La canadiense Michèle Losier cantaba la parte de Angelina por vez primera en su carrera. Su esbeltez en escena y su empeño en representar el personaje con suma decisión hicieron de su caracterización algo un tanto particular: la voz misma sonaba más enérgica y menos etérea de lo acostumbrado, con bellos graves y al tiempo agudos firme y voluminosos (¿demasiado?), sin olvidar una imponente agilidad (“Non più mesta” con final pirotécnico). Firma en conjunto una Cenerentola de referencia, si bien Losier brilla más en otros papeles.
En todo caso, quizá el descubrimiento más increíble de la noche fuera el Ramiro de Cyrille Dubois. Se tenían buenas referencias de su buen hacer, pero su labor en esta ocasión le proyecta directamente a lo más alto del canto rossiniano: pronunciación, dicción, limpieza y agudos increíbles (en la cabaletta “Si, ritrovarla io giuro”, que bisó en la última representación) y variaciones a cada cual más pirotécnica. Notable porvenir el suyo, sin duda.

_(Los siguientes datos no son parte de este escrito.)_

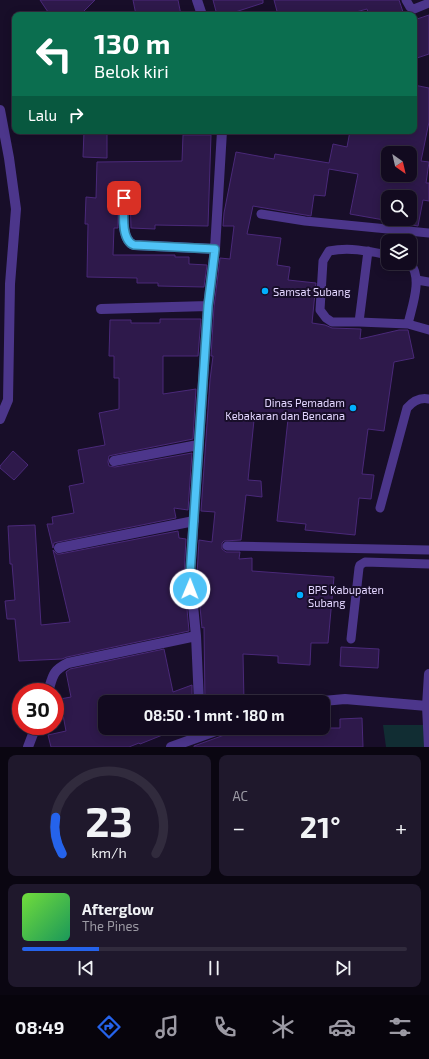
<!DOCTYPE html>
<html lang="id">
<head>
<meta charset="utf-8">
<style>
  :root { --surface:#120a1f; --page:#1f182c; --text:#f1f3f6; --muted:#9c9aa4; --line:#312b3d; --accent:#2563eb }
  body { margin:0; font-family:"Exo 2",sans-serif; background:var(--page); color:var(--text); height:100vh; display:flex; flex-direction:column; font-size:15px; white-space:nowrap }
  * { box-sizing:border-box; margin:0 }
  p { font-size:13px; color:var(--muted) }
  .icon { flex:none; width:22px; height:22px; fill:none; stroke:currentColor; stroke-width:2; stroke-linecap:round; stroke-linejoin:round }
  .map { position:relative; height:747px; overflow:hidden }
  .side { display:flex; flex-direction:column; gap:8px; padding:8px; background:#0a0611; flex:1 }
  .side>* { flex:none }
  .hud { position:absolute; left:12px; top:12px; width:405px; height:122px; border-radius:8px; box-shadow:0 2px 10px #0003,0 0 0 1px var(--line); background:#0b6e4f; color:#fff; overflow:hidden }
  .needle { width:26px; rotate:146deg }
  .controls { position:absolute; left:381px; top:146px; display:grid; gap:8px }
  .controls a { display:grid; place-items:center; width:36px; height:36px; border-radius:8px; background:var(--surface); box-shadow:0 2px 10px #0003,0 0 0 1px var(--line); font-size:20px }
  .speed { position:absolute; left:12px; top:683px; display:flex; gap:8px; font-size:20px; font-weight:700; text-align:center }
  .speed>* { display:grid; place-content:center; width:52px; height:52px; border-radius:50%; background:var(--surface); box-shadow:0 2px 10px #0003,0 0 0 1px var(--line); line-height:1 }
  .speed .limit { border:6px solid #d22; background:#fff; color:#111 }
  .pin { position:absolute; display:grid; place-items:center; width:34px; height:34px; color:#fff; margin:-17px; border-radius:8px; box-shadow:0 2px 6px #0006 }
  .me { position:absolute; width:44px; margin:-22px; rotate:1deg; stroke-linejoin:round; filter:drop-shadow(0 0 3px #0008) }
  .turn { display:flex; align-items:center; gap:14px; height:84px; padding:0 16px; font-size:18px }
  .turn .icon { width:52px; height:52px; stroke-width:2.5 }
  .turn b { display:block; font-size:28px; line-height:34px }
  .then { display:flex; align-items:center; height:38px; padding:0 16px; background:#0003; gap:8px; font-size:15px }
  .big { font-size:30px; font-weight:700; line-height:1.1 }
  .side .card { flex:1; display:flex; flex-direction:column; justify-content:center; gap:6px; min-width:0; padding:0 14px; border-radius:8px; background:var(--page) }
  .side .dial { align-items:center; gap:0 }
  .dial svg { height:104px; overflow:visible; fill:none; stroke:var(--line); stroke-width:7; stroke-linecap:round; text-anchor:middle }
  .dial text { fill:var(--text); stroke:none }
  .song { display:flex; align-items:center; gap:12px }
  .cover { width:48px; height:48px; border-radius:6px; background:linear-gradient(135deg,hsl(100 70% 55%),hsl(150 70% 35%)) }
  .played { height:4px; border-radius:2px; background:linear-gradient(90deg,var(--accent) 20%,var(--line) 20%) }
  .keys { display:flex; justify-content:space-around; direction:ltr }
  .heat { display:flex; justify-content:space-between; align-items:center; font-size:22px; direction:ltr }
  .side .tiles { flex:1; display:grid; gap:8px; grid-template-columns:1fr 1fr }
  .card:last-child { grid-column:span 2 }
  .trip { position:absolute; left:98px; top:695px; width:232px; height:40px; border-radius:8px; background:var(--surface); box-shadow:0 2px 10px #0003,0 0 0 1px var(--line); font-weight:700; line-height:40px; text-align:center }
  .tab-bar { display:flex; height:64px; justify-content:space-around; align-items:center; background:#07040c; color:var(--muted) }
  .tab-bar .icon { width:28px; height:28px }
  .tab-bar .selected { color:var(--accent) }
  .tab-bar b { font-size:18px; color:var(--text) }
  .map>svg:first-child { display:block }
  .green { fill:#112d33 }
  .building { fill:#2e194b; stroke:#4a2979; fill-rule:evenodd }
  .lines { fill:none; stroke-linecap:round; stroke-linejoin:round }
  .service { stroke:#4c368b; stroke-width:9 }
  .minor { stroke:#4c368b; stroke-width:10 }
  .tertiary { stroke:#4c368b; stroke-width:10 }
  .route-casing { stroke:#337fa1; stroke-width:10 }
  .route { stroke:#4fc3f7; stroke-width:7 }
  .poi-dot { fill:#02afff; stroke:#180e29; stroke-width:1.5 }
  .labels { text-anchor:middle; dominant-baseline:central; stroke-width:4; stroke-linejoin:round; paint-order:stroke }
  .poi-label { font-size:11px; fill:#e3d6ff; stroke:#180e29; text-anchor:start }
</style>
</head>
<body>
<div class="map">
<svg width="429" height="747" viewBox="0 0 429 747">
  <rect width="100%" height="100%" fill="#180e29"/>
  <path class="green" d="M383 725H429V747H386Z"/>
  <path class="building" d="M40 0H95L80 15H50Z
    M133 0H178L181 15H136Z
    M213 0H263V3L226 15H217Z
    M274 0H399L404 15H369L367 9 345 15H278Z
    M429 15V54L414 59V20Z
    M414 85 429 88V122L421 161 429 162 426 183H429V201L423 200 418 226 350 214 358 174 329 169 325 196 314 195 311 216 253 206 247 234 281 238 277 265 290 267 288 280 316 283 312 323 325 325 332 328 361 329 360 339 399 330H408L414 358 394 362 384 431 368 429 362 474 374 475 371 499 359 498 355 535 305 530 306 524 277 521 288 419 259 416V420H254L248 480 261 481 262 497 246 495 241 540 224 541 222 543V549L226 552H240L239 559 252 558V571L334 577 328 643H311L310 665 278 663V656L243 654 244 702H205L204 627 202 628 197 575 199 540 212 542 215 512 201 511 210 380 213 356H211L214 307 220 258 230 259 234 226H223L224 213 236 152 274 159 275 154 329 163 333 144 347 147 350 131H414ZM388 153H410V175H388ZM388 197H410V219H388Z
    M84 131H107V158L83 157Z
    M183 135H211L208 226 155 225V229L131 228 130 194 127 191H121L118 197V228H114L113 255H175V257H189V264L207 265 204 287 158 286V283H137V278L87 277 88 224H85L86 197 96 198 97 162 182 161Z
    M160 319H201L198 356H163V394L196 389 193 439 113 455 109 456 108 462 109 466 115 467 192 453 188 510 174 508 176 518 58 542 54 543 53 548 47 524H53L52 517 74 513 69 486 84 483 78 450 105 445 99 413 119 409V378H114V356H109L110 320H131V323H160Z
    M13 451 28 465 14 480 0 468V466Z
    M35 525 41 625 70 622 53 550 57 554H60L178 531 179 538 186 539 184 576 189 631 67 657 62 659 19 661 15 619H7L5 601 15 600 12 564H10L8 526Z
    M341 647 379 649 378 668 340 666Z
    M164 649 173 692 192 685V702H105V728H180L140 744 139 743 129 747H51L48 735 66 731 60 699 71 697 66 672 70 669Z
    M362 718 363 747H194V746L227 734 262 728H340V719Z"/>
  <g class="lines">
    <path class="service" d="M406 0 410 7 414 9 429 3
      M261 214 305 221 429 233
      M388 255C368 251 350 247 329 251L323 261 320 310 326 318 332 322H359L408 324 429 330
      M417 280 429 282
      M359 322 368 251
      M408 324C412 306 423 278 410 263
      M380 508 407 408C413 401 420 397 429 399
      M227 546 429 550
      M351 639 359 568 360 565 365 562 429 564"/>
    <path class="minor" d="M197 0 202 15
      M0 110 9 158 16 209 10 284 8 400 0 419
      M124 197C124 210 120 240 134 245L215 249
      M101 309 208 306
      M114 461 198 445
      M59 548 194 521
      M48 692C53 676 52 671 68 663L196 636
      M199 702 196 636 190 575 208 306 215 249 222 131
      M312 702 345 699 427 706
      M28 747 36 726
      M171 747 224 728"/>
    <path class="tertiary" d="M429 747 427 706 429 674"/>
  </g>
  <g class="lines">
    <g class="route-casing">
      <path id="route" d="M124 198C124 210 120 240 134 245L215 249 208 306 190 575V589"/>
    </g>
    <use href="#route" class="route"/>
  </g>
  <g class="poi-dot">
    <circle cx="265" cy="291" r="4"/>
    <circle cx="353" cy="408" r="4"/>
    <circle cx="300" cy="595" r="4"/>
  </g>
  <g class="labels">
    <g class="poi-label">
      <text x="273" y="291">Samsat Subang</text>
      <text x="345" y="402" text-anchor="end">Dinas Pemadam<tspan x="345" dy="13">Kebakaran dan Bencana</tspan></text>
      <text x="308" y="589">BPS Kabupaten<tspan x="308" dy="13">Subang</tspan></text>
    </g>
  </g>
</svg>
<div class="controls">
<a><svg class="needle" viewBox="-14 -14 28 28"><path d="M0-13l5 13h-10z" fill="#e53935"/><path d="M0 13l5-13h-10z" fill="#9c9aa4"/></svg></a>
<a><svg class="icon" aria-label="search" viewBox="0 0 24 24"><circle cx="10" cy="10" r="6"/><path d="M15 15l6 6"/></svg></a>
<a><svg class="icon" aria-label="layers" viewBox="0 0 24 24"><path d="M12 4l9 5-9 5-9-5zM3 14l9 5 9-5"/></svg></a>
</div>
<div class="speed"><div class="limit">30</div></div>
<div class="pin" style="left:124px;top:198px;background:#d93025"><svg class="icon" aria-label="arrive" viewBox="0 0 24 24"><path d="M6 21V4h12l-3 4 3 4H6"/></svg></div>
<svg class="me" style="left:190px;top:589px" viewBox="-20 -20 40 40"><circle r="17" fill="#4fc3f7" stroke="#fff" stroke-width="3"/><path d="M0-11L8 9 0 5-8 9z" fill="#fff"/></svg>
<div class="trip">08:50 · 1 mnt · 180 m</div>
<div class="hud">
<div class="turn"><svg class="icon" aria-label="left" viewBox="0 0 24 24"><path d="M17 20v-9H6M10 6l-5 5 5 5"/></svg><div><b>130 m</b>Belok kiri</div></div>
<div class="then">Lalu<svg class="icon" aria-label="right" viewBox="0 0 24 24"><path d="M7 20v-9h11M14 6l5 5-5 5"/></svg></div>
</div>
</div>
<section class="side">
<div class="tiles">
<div class="card dial"><svg viewBox="0 0 100 80">
<path d="M14 69A42 42 0 1 1 86 69"/>
<path d="M14 69A42 42 0 0 1 9 41" stroke="#2563eb"/>
<text x="50" y="56" font-size="32" font-weight="700">23</text>
<text x="50" y="72" font-size="11">km/h</text>
</svg></div>
<div class="card"><p>AC</p>
<div class="heat"><a>−</a><b class="big">21°</b><a>+</a></div>
</div>
<div class="card">
<div class="song"><i class="cover"></i><div><b>Afterglow</b><p>The Pines</p></div></div>
<div class="played"></div>
<div class="keys"><svg class="icon" aria-label="previous" viewBox="0 0 24 24"><path d="M18 5L8 12l10 7zM5 5v14"/></svg><svg class="icon" aria-label="pause" viewBox="0 0 24 24"><path d="M8 5v14M16 5v14"/></svg><svg class="icon" aria-label="next" viewBox="0 0 24 24"><path d="M6 5l10 7-10 7zM19 5v14"/></svg></div>
</div>
</div>
</section>
<nav class="tab-bar">
<b>08:49</b>
<svg class="icon selected" aria-label="directions" viewBox="0 0 24 24"><path d="M12 3l9 9-9 9-9-9zM9 14v-3h6M13 9l2 2-2 2"/></svg>
<svg class="icon" aria-label="music" viewBox="0 0 24 24"><path d="M9 18V5l10-2v13"/><circle cx="6" cy="18" r="3"/><circle cx="16" cy="16" r="3"/></svg>
<svg class="icon" aria-label="phone" viewBox="0 0 24 24"><path d="M5 4h4l2 5-3 2q2 4 5 5l2-3 5 2v4C11 20 4 13 5 4z"/></svg>
<svg class="icon" aria-label="climate" viewBox="0 0 24 24"><path d="M12 3v18M4 7l16 10M4 17L20 7"/></svg>
<svg class="icon" aria-label="car" viewBox="0 0 24 24"><path d="M5 17H2v-5l4-1 3-4h7l3 4 3 1v5h-3M9 17h6M6 11h13"/><circle cx="7" cy="17" r="2"/><circle cx="17" cy="17" r="2"/></svg>
<svg class="icon" aria-label="filters" viewBox="0 0 24 24"><path d="M4 7h16M4 17h16"/><circle cx="9" cy="7" r="2"/><circle cx="15" cy="17" r="2"/></svg>
</nav>
</body>
</html>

El conjunto, con un coro bien preparado por Barbara Kler dicho sea de paso, actuaba bajo la batuta de Stefano Montanari, un “habitué” de Lyon donde ha dirigido ya partitura de Mozart o Gluck. Violinista con orígenes en la música barroca, Montanaro ha asentado una trayectoria cada vez más firme. Sus avales: dinamismo, ritmo, claridad en el sonido, seco en la justa medida (bien acorde a la acústica del teatro), con momentos impresionantes (la tormenta) y con una precisión matemática a la hora de seguir la producción desde el foso. Montanari dispone tiempos variados, veloces a menudo pero bien medidos en otros momentos, revelando un Rossini de sonido no demasiado habitual pero que combinó de maravilla con esta propuesta escénica, que se impone como una de las más logradas en el terreno rossiniano en los últimos años, si no decenios.